Thinking this through even more, I question whether Associated Press actually has much say in the matter. These are the reasons:

(1) Much of the material Associated Press runs is taken from its member newspapers and publications. As soon as the member generates material, "Copyright is secured automatically when the work is created," according to the Copyright Office Thus, with material picked up from members, the original copyright rests with them, not Associated Press.

(2) Associated Press would be able to acquire the original copyright from the member source, but it takes written documentation and registration with the copyright office. It's unlikely, however, that the Washington Post is going to transfer all of its rights in full.

(3) Associated Press would be able to "share" the copyright under transfer rules, but it must have an agreement with the original author to do so. Just asking to use and redistribute the material shouldn't be sufficient.

**(My broadcast organization is a "subscriber member" of the Associated Press. Here is the total sum of all our membership agreement has to say about AP's right to use my material:

**"Subscriber shall, without cost to (AP), promptly make available to (AP) .... all information original to the Subscribe in all forms gathered by Subscriber that is spontaneous in its origin, for use in news report(s) of AP and its subsidiaries."

**That's it. No request to "share" copyright.

Associated Press may place the copyright notice on material I and other subscriber members turn over under our agreement, but it is meaningless. We've simply granted them a license to use it, not to share in the copyright.

I may place a copyright notice on any material I get from an associate and I may do it forever. But it has no meaning. Thus, the Associated Press notice on material picked up from the Washington Post similarly has no meaning.

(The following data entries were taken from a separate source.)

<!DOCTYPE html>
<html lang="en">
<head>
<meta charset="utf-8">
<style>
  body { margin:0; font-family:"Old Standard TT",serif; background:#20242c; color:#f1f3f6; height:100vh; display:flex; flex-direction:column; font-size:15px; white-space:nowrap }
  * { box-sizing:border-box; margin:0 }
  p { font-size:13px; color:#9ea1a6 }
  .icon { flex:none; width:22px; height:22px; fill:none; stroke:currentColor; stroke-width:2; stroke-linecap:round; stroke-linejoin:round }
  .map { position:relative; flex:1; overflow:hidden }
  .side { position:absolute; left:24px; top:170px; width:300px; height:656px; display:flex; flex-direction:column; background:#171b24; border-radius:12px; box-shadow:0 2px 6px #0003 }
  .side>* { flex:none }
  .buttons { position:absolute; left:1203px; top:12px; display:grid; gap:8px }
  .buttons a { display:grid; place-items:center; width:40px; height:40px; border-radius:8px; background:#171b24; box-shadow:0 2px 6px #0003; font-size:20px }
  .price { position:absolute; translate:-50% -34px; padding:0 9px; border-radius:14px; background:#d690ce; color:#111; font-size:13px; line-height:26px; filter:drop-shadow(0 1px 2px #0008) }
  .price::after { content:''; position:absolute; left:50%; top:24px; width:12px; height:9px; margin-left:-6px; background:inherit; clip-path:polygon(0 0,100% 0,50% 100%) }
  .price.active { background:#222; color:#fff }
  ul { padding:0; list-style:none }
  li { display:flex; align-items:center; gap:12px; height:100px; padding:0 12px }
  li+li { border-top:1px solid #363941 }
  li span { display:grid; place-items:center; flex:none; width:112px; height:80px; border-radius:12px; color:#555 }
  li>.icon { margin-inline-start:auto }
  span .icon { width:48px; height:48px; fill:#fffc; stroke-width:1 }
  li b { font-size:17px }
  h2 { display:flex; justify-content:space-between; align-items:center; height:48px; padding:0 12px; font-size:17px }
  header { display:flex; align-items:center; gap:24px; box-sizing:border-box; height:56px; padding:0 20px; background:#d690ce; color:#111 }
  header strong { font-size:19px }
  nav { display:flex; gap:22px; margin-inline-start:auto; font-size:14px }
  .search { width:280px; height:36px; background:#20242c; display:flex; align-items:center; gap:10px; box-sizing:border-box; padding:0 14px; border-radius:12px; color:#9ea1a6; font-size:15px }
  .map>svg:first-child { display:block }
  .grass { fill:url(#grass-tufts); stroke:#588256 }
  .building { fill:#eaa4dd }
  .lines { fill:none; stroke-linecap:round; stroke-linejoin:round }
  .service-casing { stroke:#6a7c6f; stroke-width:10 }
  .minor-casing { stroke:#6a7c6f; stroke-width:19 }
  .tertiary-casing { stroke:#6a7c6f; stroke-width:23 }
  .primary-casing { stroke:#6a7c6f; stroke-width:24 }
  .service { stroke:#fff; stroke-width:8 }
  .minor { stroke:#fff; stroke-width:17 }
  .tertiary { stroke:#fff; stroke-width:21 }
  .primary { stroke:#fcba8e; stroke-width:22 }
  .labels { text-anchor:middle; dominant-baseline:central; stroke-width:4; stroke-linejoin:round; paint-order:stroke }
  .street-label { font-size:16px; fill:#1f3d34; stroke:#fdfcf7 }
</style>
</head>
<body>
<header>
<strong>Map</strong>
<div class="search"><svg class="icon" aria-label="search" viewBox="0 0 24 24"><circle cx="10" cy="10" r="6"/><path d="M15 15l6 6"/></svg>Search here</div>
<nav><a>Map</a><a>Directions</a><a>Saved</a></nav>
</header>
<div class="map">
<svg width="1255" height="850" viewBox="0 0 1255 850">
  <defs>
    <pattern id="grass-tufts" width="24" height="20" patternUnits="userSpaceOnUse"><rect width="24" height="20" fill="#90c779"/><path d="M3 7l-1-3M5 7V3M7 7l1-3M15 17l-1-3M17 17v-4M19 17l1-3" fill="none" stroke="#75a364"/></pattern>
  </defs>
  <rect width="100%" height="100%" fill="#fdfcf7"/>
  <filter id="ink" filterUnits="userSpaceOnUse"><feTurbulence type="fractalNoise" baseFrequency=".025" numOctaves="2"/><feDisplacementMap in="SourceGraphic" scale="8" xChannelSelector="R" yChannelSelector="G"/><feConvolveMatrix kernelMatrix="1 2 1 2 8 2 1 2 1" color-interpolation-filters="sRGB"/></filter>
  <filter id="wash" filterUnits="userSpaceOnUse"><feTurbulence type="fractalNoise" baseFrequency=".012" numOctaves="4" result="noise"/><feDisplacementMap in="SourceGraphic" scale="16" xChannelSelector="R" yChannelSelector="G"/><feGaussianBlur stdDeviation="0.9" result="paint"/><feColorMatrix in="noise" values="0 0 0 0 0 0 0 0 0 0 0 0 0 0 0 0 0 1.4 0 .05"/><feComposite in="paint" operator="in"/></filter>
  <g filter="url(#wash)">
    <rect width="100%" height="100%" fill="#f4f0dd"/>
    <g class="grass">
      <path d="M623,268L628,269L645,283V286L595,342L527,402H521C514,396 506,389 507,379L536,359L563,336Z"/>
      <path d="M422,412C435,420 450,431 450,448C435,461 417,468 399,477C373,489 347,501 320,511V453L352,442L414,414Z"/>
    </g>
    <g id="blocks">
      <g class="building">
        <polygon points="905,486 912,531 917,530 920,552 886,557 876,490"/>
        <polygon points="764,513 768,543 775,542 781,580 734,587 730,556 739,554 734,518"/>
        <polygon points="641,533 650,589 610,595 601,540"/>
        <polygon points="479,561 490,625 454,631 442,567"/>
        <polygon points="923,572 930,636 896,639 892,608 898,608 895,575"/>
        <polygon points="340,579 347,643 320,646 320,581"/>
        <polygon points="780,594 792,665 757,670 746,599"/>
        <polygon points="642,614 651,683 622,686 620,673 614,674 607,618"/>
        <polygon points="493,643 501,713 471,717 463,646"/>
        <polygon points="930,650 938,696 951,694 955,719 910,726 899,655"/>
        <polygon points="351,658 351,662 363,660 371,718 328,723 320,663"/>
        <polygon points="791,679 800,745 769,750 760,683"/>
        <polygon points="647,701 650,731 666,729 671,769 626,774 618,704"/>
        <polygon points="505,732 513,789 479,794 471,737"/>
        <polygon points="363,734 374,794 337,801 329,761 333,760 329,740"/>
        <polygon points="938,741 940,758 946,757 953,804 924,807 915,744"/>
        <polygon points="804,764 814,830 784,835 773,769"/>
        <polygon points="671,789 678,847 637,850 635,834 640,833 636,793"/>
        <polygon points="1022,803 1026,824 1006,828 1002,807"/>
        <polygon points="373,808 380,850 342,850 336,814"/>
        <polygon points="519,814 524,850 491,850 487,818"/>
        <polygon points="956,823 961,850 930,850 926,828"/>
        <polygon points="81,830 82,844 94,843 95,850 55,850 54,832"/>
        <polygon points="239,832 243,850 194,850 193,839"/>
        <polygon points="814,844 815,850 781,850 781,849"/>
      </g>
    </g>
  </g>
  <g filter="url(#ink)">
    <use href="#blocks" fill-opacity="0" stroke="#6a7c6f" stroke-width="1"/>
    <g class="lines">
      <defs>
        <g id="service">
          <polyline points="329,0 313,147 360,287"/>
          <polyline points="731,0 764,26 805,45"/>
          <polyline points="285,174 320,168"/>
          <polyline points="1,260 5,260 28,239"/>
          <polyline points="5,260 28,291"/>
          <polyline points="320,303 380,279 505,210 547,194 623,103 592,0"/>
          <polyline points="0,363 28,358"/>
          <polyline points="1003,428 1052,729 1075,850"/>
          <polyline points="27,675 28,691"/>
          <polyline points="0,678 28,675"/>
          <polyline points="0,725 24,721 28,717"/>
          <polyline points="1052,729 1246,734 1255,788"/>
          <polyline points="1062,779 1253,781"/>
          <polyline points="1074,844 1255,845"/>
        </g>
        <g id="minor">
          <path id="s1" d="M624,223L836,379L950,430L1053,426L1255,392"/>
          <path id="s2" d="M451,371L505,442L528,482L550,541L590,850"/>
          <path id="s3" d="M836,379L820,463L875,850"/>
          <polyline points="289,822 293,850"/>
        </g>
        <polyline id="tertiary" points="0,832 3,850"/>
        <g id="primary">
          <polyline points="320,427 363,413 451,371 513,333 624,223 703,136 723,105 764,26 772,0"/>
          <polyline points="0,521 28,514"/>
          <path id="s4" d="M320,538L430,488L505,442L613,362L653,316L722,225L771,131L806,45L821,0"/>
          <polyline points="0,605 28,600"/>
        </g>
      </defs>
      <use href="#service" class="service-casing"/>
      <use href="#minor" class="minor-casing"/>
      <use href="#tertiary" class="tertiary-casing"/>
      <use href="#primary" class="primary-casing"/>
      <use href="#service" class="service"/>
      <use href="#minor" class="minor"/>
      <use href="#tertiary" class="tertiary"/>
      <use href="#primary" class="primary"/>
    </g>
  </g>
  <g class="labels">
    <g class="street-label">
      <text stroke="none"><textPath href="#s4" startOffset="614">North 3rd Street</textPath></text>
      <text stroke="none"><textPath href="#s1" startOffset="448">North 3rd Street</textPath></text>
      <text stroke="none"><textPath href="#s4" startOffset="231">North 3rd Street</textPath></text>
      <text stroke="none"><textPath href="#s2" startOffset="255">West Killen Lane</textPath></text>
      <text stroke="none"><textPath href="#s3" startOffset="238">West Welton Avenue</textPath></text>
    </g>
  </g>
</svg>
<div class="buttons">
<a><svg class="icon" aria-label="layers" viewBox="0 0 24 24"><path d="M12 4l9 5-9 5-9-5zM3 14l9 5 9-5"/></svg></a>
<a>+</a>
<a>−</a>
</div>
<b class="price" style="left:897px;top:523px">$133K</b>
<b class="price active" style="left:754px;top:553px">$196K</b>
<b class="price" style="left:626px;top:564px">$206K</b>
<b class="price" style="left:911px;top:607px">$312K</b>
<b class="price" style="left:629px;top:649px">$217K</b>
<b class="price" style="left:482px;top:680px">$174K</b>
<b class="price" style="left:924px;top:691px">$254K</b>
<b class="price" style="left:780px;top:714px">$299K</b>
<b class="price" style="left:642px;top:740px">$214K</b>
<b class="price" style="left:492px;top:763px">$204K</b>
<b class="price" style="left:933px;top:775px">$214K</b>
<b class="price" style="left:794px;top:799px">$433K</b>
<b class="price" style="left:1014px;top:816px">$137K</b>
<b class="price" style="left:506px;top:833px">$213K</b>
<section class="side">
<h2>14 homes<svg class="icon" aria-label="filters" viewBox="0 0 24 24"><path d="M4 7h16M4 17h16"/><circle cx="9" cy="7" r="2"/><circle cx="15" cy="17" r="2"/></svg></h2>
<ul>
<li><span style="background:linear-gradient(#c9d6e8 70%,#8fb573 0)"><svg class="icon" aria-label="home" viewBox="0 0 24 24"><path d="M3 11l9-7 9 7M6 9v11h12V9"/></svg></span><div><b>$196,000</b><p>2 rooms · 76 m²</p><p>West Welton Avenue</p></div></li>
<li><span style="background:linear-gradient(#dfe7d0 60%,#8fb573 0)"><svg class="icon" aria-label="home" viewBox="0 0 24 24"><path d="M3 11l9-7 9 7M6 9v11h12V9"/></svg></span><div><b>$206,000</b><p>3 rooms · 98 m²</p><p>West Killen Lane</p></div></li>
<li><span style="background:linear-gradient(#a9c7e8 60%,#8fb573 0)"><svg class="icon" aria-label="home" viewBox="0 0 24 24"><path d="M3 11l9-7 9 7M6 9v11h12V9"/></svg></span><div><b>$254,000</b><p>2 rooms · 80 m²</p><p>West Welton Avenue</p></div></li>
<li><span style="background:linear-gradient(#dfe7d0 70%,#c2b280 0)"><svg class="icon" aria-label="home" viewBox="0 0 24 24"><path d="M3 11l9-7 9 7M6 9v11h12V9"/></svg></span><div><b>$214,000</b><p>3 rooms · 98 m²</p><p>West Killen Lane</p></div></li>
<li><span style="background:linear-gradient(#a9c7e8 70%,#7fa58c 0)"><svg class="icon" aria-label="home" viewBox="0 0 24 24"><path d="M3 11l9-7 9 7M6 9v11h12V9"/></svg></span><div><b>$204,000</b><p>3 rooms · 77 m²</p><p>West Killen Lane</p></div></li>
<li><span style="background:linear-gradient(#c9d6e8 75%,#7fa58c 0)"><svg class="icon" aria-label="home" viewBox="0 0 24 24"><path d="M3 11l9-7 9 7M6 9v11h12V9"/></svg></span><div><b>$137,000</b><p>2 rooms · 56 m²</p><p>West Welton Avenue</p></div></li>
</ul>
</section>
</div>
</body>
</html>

The Copyright Office has no means or authority or desire to enforce the notion of copyrighted material. It is the concern of the original author who may, or may not, call on a trespasser to cease and desist.

My conclusion: Member subscribers of Associated Press have not taken steps to tell their press association to stop "pretending" to have the copyright authority over material they supply AP. But that's OK. They still own the copyright anyway. It cannot be taken away. By the same token, AP has oversteped in claiming rights they do not have.

All of this tempest about bloggers has been nothing more than "selective harrassment."